The rapid evolution of material systems and continued tightening of quality control constraints for thin-film manufacturing processes in semiconductor and other (e.g., optical coating) industries pose a number of challenges to equipment design, giving rise to a wide range of reactor systems designed to reduce spatial nonuniformity of deposition thickness, composition, and microstructure. In some manufacturing processes, the use of substrate (wafer) rotation is integral to achieving acceptable film properties across the substrate. In Chemical Vapor Deposition (CVD) systems commonly used for semiconductor processing numerous reactor designs make use of wafer rotation, such as

1) cylindrical reactors, in which gas flows from a shower head over a wafer and exhausts out the bottom, where wafer rotation is used to eliminate any residual angular non-uniformities in the reactor design;

2) in cross-flow reactor designs, where gas flows through a tube or duct-shaped reactor chamber over a wafer and exhausts opposite the gas inlet, in which wafer rotation is used to reduce crossflow deposition non-uniformities and depletion effects in the direction of flow; and

3) in planetary reactors, where gas flows radially outward from a central feed point over the susceptor containing multiple wafers, each of which rotates on its individual axis.

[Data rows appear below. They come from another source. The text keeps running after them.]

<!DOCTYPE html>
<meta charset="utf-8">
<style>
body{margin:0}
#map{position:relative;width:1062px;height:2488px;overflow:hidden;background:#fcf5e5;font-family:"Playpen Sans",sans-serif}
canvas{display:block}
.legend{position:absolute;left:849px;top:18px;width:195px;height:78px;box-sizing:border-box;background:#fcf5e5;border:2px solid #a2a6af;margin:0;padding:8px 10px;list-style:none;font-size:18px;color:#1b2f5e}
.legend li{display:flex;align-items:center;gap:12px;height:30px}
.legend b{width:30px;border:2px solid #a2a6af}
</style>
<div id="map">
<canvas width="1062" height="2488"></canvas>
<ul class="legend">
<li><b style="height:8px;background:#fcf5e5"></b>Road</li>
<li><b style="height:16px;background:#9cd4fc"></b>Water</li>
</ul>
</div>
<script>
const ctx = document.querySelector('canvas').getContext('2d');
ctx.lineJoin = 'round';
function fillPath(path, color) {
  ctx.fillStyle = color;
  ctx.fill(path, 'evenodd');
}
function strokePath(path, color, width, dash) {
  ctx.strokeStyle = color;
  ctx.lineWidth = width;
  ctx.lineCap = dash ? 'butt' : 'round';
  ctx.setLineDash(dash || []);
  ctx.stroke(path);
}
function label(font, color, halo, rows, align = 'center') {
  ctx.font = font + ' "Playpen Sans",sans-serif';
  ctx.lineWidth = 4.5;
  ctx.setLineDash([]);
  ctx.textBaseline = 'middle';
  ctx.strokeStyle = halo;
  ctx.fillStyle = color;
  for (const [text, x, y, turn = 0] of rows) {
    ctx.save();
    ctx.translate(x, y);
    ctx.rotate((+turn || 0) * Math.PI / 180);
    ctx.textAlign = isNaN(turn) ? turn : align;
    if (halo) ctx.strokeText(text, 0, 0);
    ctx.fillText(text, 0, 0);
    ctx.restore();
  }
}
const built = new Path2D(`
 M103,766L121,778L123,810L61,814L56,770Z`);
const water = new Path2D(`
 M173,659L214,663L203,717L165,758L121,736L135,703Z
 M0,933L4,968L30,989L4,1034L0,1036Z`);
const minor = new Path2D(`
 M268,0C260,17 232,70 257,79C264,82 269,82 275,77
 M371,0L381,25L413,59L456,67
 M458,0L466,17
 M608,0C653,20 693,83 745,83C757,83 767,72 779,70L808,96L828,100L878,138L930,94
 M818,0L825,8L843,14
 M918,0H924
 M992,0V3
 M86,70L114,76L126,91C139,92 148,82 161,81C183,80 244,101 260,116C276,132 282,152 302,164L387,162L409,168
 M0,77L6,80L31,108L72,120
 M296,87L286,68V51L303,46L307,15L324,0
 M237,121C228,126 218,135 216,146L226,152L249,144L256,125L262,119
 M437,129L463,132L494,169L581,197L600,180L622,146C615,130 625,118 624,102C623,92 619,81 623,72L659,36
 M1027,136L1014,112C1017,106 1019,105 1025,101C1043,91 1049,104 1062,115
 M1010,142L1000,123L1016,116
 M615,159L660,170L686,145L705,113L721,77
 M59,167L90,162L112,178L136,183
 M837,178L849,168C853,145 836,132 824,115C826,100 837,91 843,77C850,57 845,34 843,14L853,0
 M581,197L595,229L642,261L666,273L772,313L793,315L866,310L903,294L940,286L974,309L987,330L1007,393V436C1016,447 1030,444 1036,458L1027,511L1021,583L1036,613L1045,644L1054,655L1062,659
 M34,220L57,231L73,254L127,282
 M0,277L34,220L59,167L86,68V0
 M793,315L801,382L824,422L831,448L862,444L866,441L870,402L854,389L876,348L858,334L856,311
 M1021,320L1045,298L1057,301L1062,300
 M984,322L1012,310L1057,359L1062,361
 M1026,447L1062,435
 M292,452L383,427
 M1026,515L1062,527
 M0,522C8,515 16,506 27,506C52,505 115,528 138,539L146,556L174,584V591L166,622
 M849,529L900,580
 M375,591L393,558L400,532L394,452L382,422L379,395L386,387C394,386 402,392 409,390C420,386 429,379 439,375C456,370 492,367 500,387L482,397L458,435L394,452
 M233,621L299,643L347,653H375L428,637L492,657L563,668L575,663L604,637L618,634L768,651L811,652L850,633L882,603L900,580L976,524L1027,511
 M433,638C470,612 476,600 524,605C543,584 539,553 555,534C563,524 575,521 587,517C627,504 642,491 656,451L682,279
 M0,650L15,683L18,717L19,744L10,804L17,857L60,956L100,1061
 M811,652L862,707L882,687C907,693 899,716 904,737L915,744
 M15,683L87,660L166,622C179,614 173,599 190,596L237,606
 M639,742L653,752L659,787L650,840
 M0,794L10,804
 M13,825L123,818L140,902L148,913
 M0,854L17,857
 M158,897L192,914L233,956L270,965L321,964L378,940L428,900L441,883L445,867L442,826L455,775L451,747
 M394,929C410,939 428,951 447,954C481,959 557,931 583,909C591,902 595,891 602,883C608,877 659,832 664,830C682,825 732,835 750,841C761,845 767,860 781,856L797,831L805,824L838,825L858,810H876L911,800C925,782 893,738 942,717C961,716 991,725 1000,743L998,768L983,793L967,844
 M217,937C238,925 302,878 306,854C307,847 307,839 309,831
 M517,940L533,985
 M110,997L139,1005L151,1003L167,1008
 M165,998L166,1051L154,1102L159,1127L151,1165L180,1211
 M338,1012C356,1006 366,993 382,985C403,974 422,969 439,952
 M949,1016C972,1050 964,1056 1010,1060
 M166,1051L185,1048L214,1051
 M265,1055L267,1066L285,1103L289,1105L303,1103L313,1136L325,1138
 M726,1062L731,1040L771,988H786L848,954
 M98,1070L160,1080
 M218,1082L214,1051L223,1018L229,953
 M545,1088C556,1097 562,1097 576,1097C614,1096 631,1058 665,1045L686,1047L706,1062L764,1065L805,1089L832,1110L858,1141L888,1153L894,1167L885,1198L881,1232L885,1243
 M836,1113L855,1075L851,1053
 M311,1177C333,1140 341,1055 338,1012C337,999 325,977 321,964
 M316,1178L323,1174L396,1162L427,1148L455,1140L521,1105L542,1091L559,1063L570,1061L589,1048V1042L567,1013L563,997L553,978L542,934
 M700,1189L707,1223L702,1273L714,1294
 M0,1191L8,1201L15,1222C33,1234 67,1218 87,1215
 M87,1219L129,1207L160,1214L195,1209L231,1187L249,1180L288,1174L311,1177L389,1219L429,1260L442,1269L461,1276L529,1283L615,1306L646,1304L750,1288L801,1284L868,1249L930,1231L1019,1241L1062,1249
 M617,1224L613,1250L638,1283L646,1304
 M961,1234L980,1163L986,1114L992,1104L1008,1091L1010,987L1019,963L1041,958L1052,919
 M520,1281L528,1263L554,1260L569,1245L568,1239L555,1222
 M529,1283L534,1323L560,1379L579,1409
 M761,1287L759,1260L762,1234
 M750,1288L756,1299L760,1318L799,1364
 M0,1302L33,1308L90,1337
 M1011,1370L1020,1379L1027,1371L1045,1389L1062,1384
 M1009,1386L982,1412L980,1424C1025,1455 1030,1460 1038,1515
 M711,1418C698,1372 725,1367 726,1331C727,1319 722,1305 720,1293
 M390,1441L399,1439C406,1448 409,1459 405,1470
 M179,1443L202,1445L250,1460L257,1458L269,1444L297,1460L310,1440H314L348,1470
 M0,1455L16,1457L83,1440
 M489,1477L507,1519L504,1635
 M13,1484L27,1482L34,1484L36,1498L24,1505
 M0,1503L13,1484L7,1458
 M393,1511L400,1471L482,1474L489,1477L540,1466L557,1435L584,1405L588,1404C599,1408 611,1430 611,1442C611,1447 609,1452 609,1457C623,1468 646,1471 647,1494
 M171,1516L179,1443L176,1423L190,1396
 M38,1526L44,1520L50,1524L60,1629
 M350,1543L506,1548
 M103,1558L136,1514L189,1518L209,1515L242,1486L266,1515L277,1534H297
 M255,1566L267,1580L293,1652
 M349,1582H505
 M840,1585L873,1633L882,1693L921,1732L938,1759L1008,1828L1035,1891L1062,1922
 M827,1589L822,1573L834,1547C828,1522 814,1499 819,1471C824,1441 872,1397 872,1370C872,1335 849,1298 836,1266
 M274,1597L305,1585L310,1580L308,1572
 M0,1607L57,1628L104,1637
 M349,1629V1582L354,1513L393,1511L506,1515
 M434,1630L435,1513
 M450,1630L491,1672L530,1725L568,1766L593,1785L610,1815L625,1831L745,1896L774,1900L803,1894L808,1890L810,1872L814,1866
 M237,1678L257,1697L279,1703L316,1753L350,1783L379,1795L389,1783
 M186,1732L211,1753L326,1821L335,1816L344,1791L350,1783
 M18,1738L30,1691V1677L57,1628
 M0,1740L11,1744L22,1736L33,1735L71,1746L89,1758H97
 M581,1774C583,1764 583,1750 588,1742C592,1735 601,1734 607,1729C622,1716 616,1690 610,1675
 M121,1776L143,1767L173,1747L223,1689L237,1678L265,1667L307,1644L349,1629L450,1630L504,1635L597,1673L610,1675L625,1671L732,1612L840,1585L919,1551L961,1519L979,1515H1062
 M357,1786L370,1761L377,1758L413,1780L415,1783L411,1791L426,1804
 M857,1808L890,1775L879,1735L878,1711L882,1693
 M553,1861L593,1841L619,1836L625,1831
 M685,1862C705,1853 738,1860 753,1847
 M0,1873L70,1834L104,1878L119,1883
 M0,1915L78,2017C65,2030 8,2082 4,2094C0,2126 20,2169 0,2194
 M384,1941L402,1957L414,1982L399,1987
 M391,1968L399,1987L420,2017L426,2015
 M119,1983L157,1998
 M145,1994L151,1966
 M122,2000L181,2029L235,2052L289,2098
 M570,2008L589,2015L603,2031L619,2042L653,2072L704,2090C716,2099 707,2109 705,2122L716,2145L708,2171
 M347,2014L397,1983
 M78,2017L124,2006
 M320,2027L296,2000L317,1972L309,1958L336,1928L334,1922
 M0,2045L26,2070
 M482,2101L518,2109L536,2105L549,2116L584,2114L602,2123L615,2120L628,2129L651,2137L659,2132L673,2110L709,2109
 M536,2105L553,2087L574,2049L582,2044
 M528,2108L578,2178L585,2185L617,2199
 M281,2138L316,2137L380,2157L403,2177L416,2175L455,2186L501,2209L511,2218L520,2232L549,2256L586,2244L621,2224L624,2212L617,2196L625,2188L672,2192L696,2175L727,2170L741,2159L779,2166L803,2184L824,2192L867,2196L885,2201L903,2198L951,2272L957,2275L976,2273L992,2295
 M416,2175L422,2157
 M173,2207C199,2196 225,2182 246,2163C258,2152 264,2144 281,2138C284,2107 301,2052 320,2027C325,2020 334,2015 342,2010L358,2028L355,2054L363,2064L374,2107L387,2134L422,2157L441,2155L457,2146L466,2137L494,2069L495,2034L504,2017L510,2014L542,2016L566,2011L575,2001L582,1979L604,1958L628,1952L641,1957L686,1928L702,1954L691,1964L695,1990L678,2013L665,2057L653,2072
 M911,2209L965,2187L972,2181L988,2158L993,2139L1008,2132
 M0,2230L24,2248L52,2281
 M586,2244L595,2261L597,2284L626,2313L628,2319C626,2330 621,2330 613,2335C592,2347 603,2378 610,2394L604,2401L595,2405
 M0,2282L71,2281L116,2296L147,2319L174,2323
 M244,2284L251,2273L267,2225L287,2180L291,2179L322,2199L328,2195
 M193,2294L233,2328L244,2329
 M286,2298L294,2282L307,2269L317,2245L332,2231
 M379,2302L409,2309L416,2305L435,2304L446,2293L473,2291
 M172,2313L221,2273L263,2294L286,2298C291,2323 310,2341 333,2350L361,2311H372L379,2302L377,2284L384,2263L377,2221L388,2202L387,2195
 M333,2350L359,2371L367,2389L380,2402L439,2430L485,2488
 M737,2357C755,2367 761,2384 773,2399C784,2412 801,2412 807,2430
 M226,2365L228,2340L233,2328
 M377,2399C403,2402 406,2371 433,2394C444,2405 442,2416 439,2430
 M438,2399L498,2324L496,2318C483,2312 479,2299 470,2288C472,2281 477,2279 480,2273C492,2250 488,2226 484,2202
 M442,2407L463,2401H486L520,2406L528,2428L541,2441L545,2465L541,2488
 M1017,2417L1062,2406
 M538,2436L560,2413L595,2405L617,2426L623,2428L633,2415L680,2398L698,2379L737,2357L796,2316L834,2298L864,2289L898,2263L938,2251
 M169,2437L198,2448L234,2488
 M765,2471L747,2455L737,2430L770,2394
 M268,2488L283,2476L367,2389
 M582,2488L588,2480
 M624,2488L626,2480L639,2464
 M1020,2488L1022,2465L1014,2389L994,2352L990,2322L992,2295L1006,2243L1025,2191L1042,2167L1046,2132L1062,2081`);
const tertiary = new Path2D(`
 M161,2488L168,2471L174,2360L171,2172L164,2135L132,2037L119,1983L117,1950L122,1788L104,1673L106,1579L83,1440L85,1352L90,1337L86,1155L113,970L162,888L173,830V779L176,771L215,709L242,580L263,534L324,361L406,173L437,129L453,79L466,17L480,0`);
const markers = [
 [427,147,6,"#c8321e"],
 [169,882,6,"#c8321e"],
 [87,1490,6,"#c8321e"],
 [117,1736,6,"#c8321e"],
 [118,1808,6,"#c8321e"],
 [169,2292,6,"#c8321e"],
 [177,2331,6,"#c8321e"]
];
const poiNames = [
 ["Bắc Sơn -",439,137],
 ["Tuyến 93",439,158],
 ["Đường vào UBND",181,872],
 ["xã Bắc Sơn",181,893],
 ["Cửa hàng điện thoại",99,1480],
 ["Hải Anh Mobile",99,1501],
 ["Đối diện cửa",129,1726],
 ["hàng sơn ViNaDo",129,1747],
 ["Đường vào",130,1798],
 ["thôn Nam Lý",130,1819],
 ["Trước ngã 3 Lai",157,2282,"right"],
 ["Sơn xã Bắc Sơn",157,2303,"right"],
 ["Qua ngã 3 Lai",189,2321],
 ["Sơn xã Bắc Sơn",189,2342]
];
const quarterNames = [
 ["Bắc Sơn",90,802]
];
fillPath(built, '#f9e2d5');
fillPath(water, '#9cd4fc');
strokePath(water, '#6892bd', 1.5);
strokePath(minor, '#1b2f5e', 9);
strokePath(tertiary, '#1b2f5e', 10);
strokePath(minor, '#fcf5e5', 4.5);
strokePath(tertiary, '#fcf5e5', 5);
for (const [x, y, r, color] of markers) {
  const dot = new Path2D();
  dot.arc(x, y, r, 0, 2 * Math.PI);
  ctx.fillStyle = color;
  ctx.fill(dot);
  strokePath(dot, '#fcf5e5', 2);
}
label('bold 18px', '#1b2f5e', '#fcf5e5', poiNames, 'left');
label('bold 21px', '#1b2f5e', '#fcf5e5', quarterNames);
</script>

This design has the effect of eliminating reactor-induced angular non-uniformity generators through susceptor rotation, and wafer rotation is used to reduce the intrinsic (and completely unavoidable) effect of gas phase reactant decomposition and precursor depletion in the gas phase.

As a material system representative of the challenges to CVD reactor design and uniformity control, consider silicon carbide (SiC), a wide bandgap semiconducting material that has shown tremendous potential for developing advanced electronic devices. SiC posses superior physical properties, such as, large bandgap, high thermal conductivity, and high breakdown voltage. These properties and others have enabled fabrication of new and more efficient communication and radar systems technology.

In recent years, improvements in the growth of SiC by CVD have been studied by both experimental and computational methods. Common precursors used to grow SiC are silane (SiH2) and propane (C3H8), where hydrogen is the carrier gas. Fluid flow models that take into account heat, momentum, and mass transfer effects within CVD reactors have been detailed in several papers. Such models are routinely used to optimize the design and operating parameters to produce films of SiC with a spatially uniform thickness.

Recently, an approach to film uniformity control in planetary reactor systems was proposed by Adomaitis based purely on the geometry of radial flow reactors with this mode of wafer rotation. In this approach, a sequence of stalled-wafer (non-rotating) deposition profiles are identified that, when rotated, produce perfectly uniform films. Then, a deposition profile, produced either by simulation or by an actual CVD process is projected onto this sequence of uniformity-producing profiles to compute the ?Nearest Uniformity Producing Profile? (NUPP), which under rotation would produce a uniform film. Thus, it becomes clear that one would want to drive the current profile to the ?nearest? profile, NUPP, giving an unambiguous optimization criterion. Most importantly, the NUPP provides the process engineer with physical insight on how reactor operating conditions should be modified to drive the current profile towards the NUPP to improve uniformity. This technique is extremely powerful because it can be applied to not only film thickness but any distributed film quality for either process development or in a run-to-run control system.

This paper will present the theoretical underpinnings of the NUPP concept and will present some of the numerical challenges associated with computing the basis for the uniformity producing subspace. An interesting outcome of the theory and numerical implementation is the range of physical implications the construction of this subspace has on the practical design and control of thin film processing systems featuring substrate rotation. Current work on applying the NUPP based control criterion on an industrial SiC reactor system using a model-based run-to-run control methodology will be presented.